Here, we will compare the skin SST from the satellite to the nearest-in-time depth SST of the in situ measurement. In this case we expect certain systematic differences. (1) There is a geophysical difference based on the ocean thermal skin effect, which is typically of order -0.2 K, but also has a wind-speed dependence which should be clear in night-time differences. (2) There should be a trend in the raw difference with respect to the time separation of in situ and satellite: for example, in mid morning the ocean is typically warming, so in situ measurements after the satellite time will tend to be warmer. However, with respect to things that might affect the satellite retrieval adversely (but not directly the skin-depth SST difference) the systematic dependencies should be small; for example, a systematic effect in the raw differences with latitude should be no larger than we might be able to account for by the fact that mean wind speed (and therefore skin effect) varies with latitude.

"Skin-skin differences"

The idea here is to estimate the skin and depth effects at the time of the satellite observation and add these to the in situ observation. The in situ history is first interpolated to the satellite observation time, so giving an estimate of SST-20cm at the location and time of a satellite SST. Any 20-cm-to-subskin stratification is estimated using a model (usually small, and only ever large for day-time cases) and the skin effect is also estimated using a skin-effect model.
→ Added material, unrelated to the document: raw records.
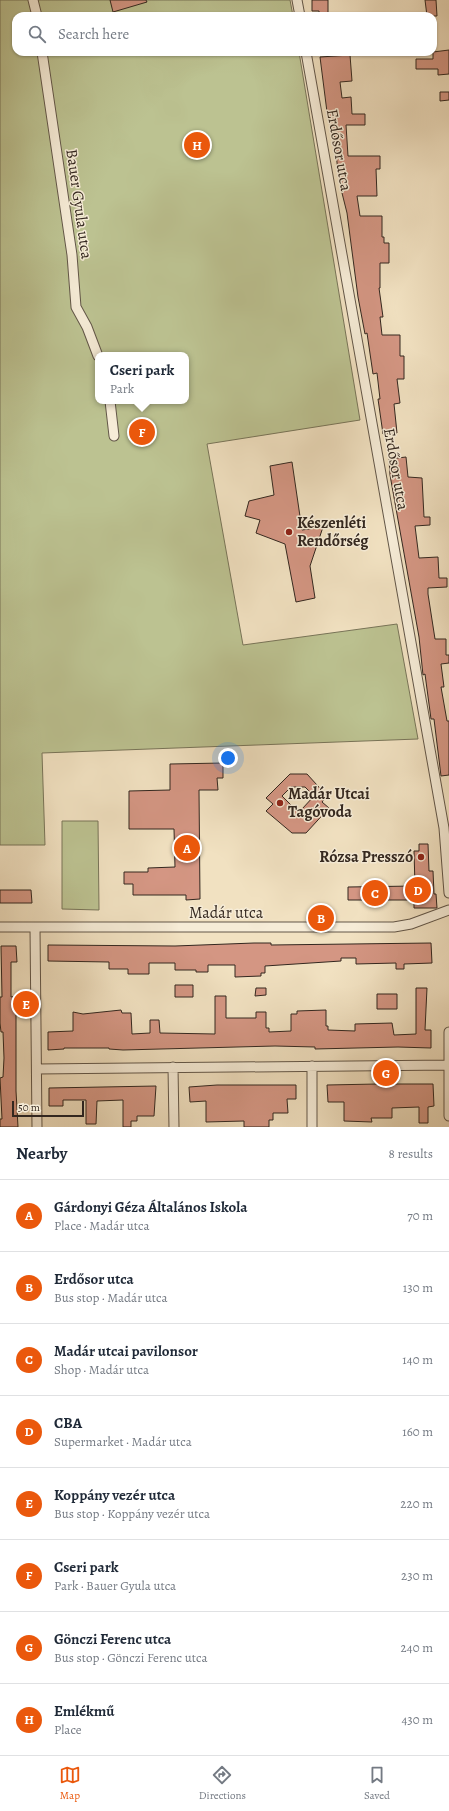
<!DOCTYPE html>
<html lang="en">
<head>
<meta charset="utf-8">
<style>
	body { margin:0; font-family:Alegreya,serif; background:#f2f2f3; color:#1f2937 }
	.scale { position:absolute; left:12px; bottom:10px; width:72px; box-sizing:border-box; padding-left:4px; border:2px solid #33271f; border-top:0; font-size:11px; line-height:14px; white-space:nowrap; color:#33271f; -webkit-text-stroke:3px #f6ecd7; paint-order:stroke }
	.you { position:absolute; left:228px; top:758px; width:14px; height:14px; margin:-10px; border:3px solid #fff; border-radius:50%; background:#1a73e8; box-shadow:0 0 0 6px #1a73e833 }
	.badge { display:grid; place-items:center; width:26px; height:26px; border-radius:50%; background:#ea580c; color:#fff; font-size:13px; font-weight:700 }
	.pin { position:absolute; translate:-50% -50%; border:2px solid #fff; box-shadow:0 1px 4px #0006 }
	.popup { position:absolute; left:95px; top:352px; width:94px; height:52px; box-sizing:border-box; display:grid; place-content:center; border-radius:8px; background:#fff; filter:drop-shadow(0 1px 3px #0005); font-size:13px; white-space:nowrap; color:#747a83 }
	.popup b { font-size:15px; color:#1f2937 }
	.popup::after { content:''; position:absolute; left:50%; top:100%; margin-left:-8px; border:8px solid transparent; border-top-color:#fff }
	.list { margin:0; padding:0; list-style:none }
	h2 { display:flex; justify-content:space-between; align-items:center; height:52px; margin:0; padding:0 16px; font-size:17px }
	h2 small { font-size:13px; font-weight:400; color:#747a83 }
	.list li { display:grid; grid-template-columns:26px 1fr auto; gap:12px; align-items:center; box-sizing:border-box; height:72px; padding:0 16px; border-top:1px solid #e0e1e3 }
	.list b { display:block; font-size:15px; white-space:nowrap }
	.list p { margin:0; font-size:13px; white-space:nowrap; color:#747a83 }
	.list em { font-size:13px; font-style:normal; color:#747a83 }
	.icon { flex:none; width:22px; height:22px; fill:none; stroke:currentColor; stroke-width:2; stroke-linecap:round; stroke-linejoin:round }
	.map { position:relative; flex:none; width:449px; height:1127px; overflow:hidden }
	.search { position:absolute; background:#fff; box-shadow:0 1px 3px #0004; left:12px; right:12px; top:12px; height:44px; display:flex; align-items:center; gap:10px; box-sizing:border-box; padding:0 14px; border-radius:12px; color:#747a83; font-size:15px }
	.sheet { height:628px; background:#fff }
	nav { display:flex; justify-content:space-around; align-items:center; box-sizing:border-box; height:56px; border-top:1px solid #e0e1e3; background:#fff; font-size:11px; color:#747a83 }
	nav a { display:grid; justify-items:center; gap:2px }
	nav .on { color:#ea580c }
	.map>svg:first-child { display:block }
	.green { fill:#bcc291; stroke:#787458; fill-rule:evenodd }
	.building { fill:#d49683; stroke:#33271f; fill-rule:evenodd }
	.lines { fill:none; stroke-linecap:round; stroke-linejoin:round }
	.minor-casing { stroke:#625648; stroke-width:11 }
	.minor { stroke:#f6ecd7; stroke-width:9 }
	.poi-dot { fill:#8f2418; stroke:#f6ecd7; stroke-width:1.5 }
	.labels { text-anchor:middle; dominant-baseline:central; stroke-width:3; stroke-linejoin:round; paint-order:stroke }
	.street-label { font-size:16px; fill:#33271f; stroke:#f6ecd7 }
	.poi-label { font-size:16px; font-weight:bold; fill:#33271f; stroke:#f6ecd7; text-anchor:start }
</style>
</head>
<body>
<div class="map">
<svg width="449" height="1127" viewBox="0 0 449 1127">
	<rect width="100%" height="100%" fill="#f1e1c1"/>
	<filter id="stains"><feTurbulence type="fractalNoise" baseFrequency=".005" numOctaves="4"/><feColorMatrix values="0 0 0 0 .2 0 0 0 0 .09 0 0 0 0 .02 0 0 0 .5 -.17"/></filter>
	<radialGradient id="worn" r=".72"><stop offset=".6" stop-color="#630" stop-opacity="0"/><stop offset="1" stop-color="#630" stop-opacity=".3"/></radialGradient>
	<path class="green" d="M0 0H290L293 16H16V52H299L360 420 207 444 243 645 397 624 418 739 42 753 45 845H0ZM98 355H186V401H98Z
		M62 821H98L99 910 62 909Z"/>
	<path class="building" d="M110 0H146L147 2 113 12Z
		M312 0H328V16H319V11H312Z
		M425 0H436L437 16H427Z
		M449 50V74L438 75V69H416V59H433V52Z
		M350 55 352 81 340 82 342 98 351 97 352 114H365V125H346L348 156H380V169H376L377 196H357L360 216H382V237H384V243H389V263H380V288H379L383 317H380L382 335H400V356H404V379H397L400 403 394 404 397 433 383 434 378 399H380L377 373 373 374 367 333 365 334 358 297 347 213 342 193 340 173H338L334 131H331L329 112H327L320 57Z
		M440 92H449V100L440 101Z
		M406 457 408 477 422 478 424 517H430V525L415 526 419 558 438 557 439 578H447V587L428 588V594L435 639H446V655H449V663L441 664 444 687H441L447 721H449V775L441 776 434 719H431L425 674 423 675 419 637 390 475 389 459Z
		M292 462 302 530 323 527 310 566 315 598 296 602 285 544 256 533 260 520 245 516 249 501 274 495 270 466Z
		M223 763V778H217L218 790H199L200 899 186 900V895H133V884H124V872H148V868L175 867 174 829H129V791L170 790V764Z
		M290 774H307L327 796 322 802 329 808 306 833H292L266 811 273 804 266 798ZM291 787H305L314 796 302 809H295L282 796Z
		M419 844H428L429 871H433L434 894H436L437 908H414V900H348V887L415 886 414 851H419Z
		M0 890H31L32 903H0Z
		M254 943H271V945L431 943 432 963 404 964V969H396V963L356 964V958H341V961L265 966V973H261V976L235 977V965H208V972H196V970H175V963H149V974H128V969H109V962L48 961V945L175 946Z
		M1 946H16L17 962H11V997L16 996V1091L18 1127H0V1119H2L0 1078 3 1077 4 1058 3 1032H1L0 1023V997H2Z
		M175 985H193V997H175Z
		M256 988H266V995L255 996Z
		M416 988H427L425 1030H431V1048L398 1047 315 1049V1047L275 1046 123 1050 109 1049V1048H64V1049L48 1050V1032L73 1031V1012L83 1014 121 1010 122 1013H131L132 1034 150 1033V1020H159L160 1033 215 1034V996H226V1018H256V1012H266V1028H269V1032L291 1031V1014H297V1011L326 1010V1026H328V1030L355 1031V1024L392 1023 394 1035 416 1034Z
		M377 994H397V1009H377Z
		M377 1084H433L434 1106 428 1107V1123H419V1107L392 1108V1118H371L372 1122 344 1121V1102H328L327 1085Z
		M217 1085H296V1099H287L288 1113H273V1120H269V1127H244V1121L206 1122V1101L190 1102 189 1087Z
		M156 1086 154 1116H137V1121H131V1127H123V1100L97 1101 96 1124H86V1100H63V1106H49V1088Z"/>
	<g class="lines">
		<defs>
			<path id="minor" d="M33 0 37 16
				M297 0 300 16
				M42 52 72 255 76 307 87 327 98 356
				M306 52 444 828 449 893
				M110 401 114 436
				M0 927H394L411 924 449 910
				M35 928 37 1127
				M449 1032V1116
				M312 1066V1127
				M173 1067 174 1127
				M37 1069 449 1065"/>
		</defs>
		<use href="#minor" class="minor-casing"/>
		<use href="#minor" class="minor"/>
	</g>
	<g class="poi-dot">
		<circle cx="289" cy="532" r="4"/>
		<circle cx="280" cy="803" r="4"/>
		<circle cx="421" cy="857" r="4"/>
	</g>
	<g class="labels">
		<g class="street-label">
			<text transform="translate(339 150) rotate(80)">Erdősor utca</text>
			<text transform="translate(79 204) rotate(82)">Bauer Gyula utca</text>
			<text transform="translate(396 469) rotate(80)">Erdősor utca</text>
			<text x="226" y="913">Madár utca</text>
		</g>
		<g class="poi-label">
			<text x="297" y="523">Készenléti<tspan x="297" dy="18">Rendőrség</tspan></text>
			<text x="288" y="794">Madár Utcai<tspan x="288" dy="18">Tagóvoda</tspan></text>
			<text x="413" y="857" text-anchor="end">Rózsa Presszó</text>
		</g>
	</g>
	<rect width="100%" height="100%" filter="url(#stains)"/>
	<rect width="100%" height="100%" fill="url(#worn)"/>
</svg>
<div class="scale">50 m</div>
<div class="you"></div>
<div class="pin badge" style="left:187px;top:848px">A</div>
<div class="pin badge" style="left:321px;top:918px">B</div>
<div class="pin badge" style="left:375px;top:893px">C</div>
<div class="pin badge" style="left:418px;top:890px">D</div>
<div class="pin badge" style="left:26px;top:1004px">E</div>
<div class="pin badge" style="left:142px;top:432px">F</div>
<div class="popup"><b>Cseri park</b>Park</div>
<div class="pin badge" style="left:386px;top:1073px">G</div>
<div class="pin badge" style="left:197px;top:145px">H</div>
<div class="search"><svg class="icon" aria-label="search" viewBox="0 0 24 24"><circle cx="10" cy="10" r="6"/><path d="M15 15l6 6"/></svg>Search here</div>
</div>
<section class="sheet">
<h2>Nearby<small>8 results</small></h2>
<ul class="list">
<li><span class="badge">A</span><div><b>Gárdonyi Géza Általános Iskola</b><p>Place · Madár utca</p></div><em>70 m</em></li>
<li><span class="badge">B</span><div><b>Erdősor utca</b><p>Bus stop · Madár utca</p></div><em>130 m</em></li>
<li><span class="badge">C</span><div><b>Madár utcai pavilonsor</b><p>Shop · Madár utca</p></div><em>140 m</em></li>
<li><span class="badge">D</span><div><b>CBA</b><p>Supermarket · Madár utca</p></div><em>160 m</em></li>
<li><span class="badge">E</span><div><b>Koppány vezér utca</b><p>Bus stop · Koppány vezér utca</p></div><em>220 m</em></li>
<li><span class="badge">F</span><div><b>Cseri park</b><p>Park · Bauer Gyula utca</p></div><em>230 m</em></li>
<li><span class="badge">G</span><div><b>Gönczi Ferenc utca</b><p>Bus stop · Gönczi Ferenc utca</p></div><em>240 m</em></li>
<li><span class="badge">H</span><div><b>Emlékmű</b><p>Place</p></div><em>430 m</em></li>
</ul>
</section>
<nav>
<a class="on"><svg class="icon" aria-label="map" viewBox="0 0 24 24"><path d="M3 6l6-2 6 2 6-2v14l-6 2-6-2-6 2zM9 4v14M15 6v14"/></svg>Map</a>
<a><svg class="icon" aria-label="directions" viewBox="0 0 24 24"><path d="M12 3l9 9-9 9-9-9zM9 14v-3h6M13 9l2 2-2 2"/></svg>Directions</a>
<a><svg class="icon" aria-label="saved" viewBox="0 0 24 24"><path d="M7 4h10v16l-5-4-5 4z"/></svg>Saved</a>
</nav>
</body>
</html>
There should ideally be no systematic effects with respect to latitude, wind, satellite-buoy-time-difference, etc, because the models are meant to account correctly (on average) for all the geophysical differences (other than those from comparing a point to a pixel, which are assumed to add zero-mean noise). This measure therefore tests the combination of "retrieval + adjustment for skin effect + adjustment in depth".

"Depth-depth differences"

In the SST products there is an adjustment provided that can be added to the fundamental satellite SST retrieval (of skin SST at the time of the satellite) to give an estimate of SST at typical drifting buoy depth (~20 cm) at standard local times of day (10.30 h or 22.30 h). To explore this, the satellite SST-20cm estimate for a standard local time will be differenced with the spatially-matched in situ SST history interpolated in time to the same local time. There should ideally be no systematic effects with respect to latitude, wind, satellite-buoy-time-difference, etc, because the adjustment is meant to account correctly (on average) for all the geophysical effects (other than those from comparing a point to a pixel, which are assumed to be zero-mean noise). This measure therefore tests the combination of "retrieval + adjustment for skin effect + adjustment in depth + adjustment in time". Compared to the skin-skin difference, this tests in addition the time-adjustment of the SST for the diurnal cycle.

"Daily mean depth-depth differences"

Although not generated in existing datasets, there has been a requirement which we are considering to estimate an adjustment to be added to the skin SST from the satellite which would give an estimate of the daily-mean SST at the location of the satellite observation. The day over which the mean is to be estimated is the UTC (i.e., GMT, not local) day which includes the time of the satellite observation. The in situ data would therefore consist of the average of the history of the in situ measurements over a 24 hour period. This comparison therefore tests "retrieval + adjustment for skin effect + adjustment in depth + adjustment to daily mean", and the spread of the results will include the uncertainty effect of estimation of the daily mean SST from a single observation. Systematic effects in the differences should be small.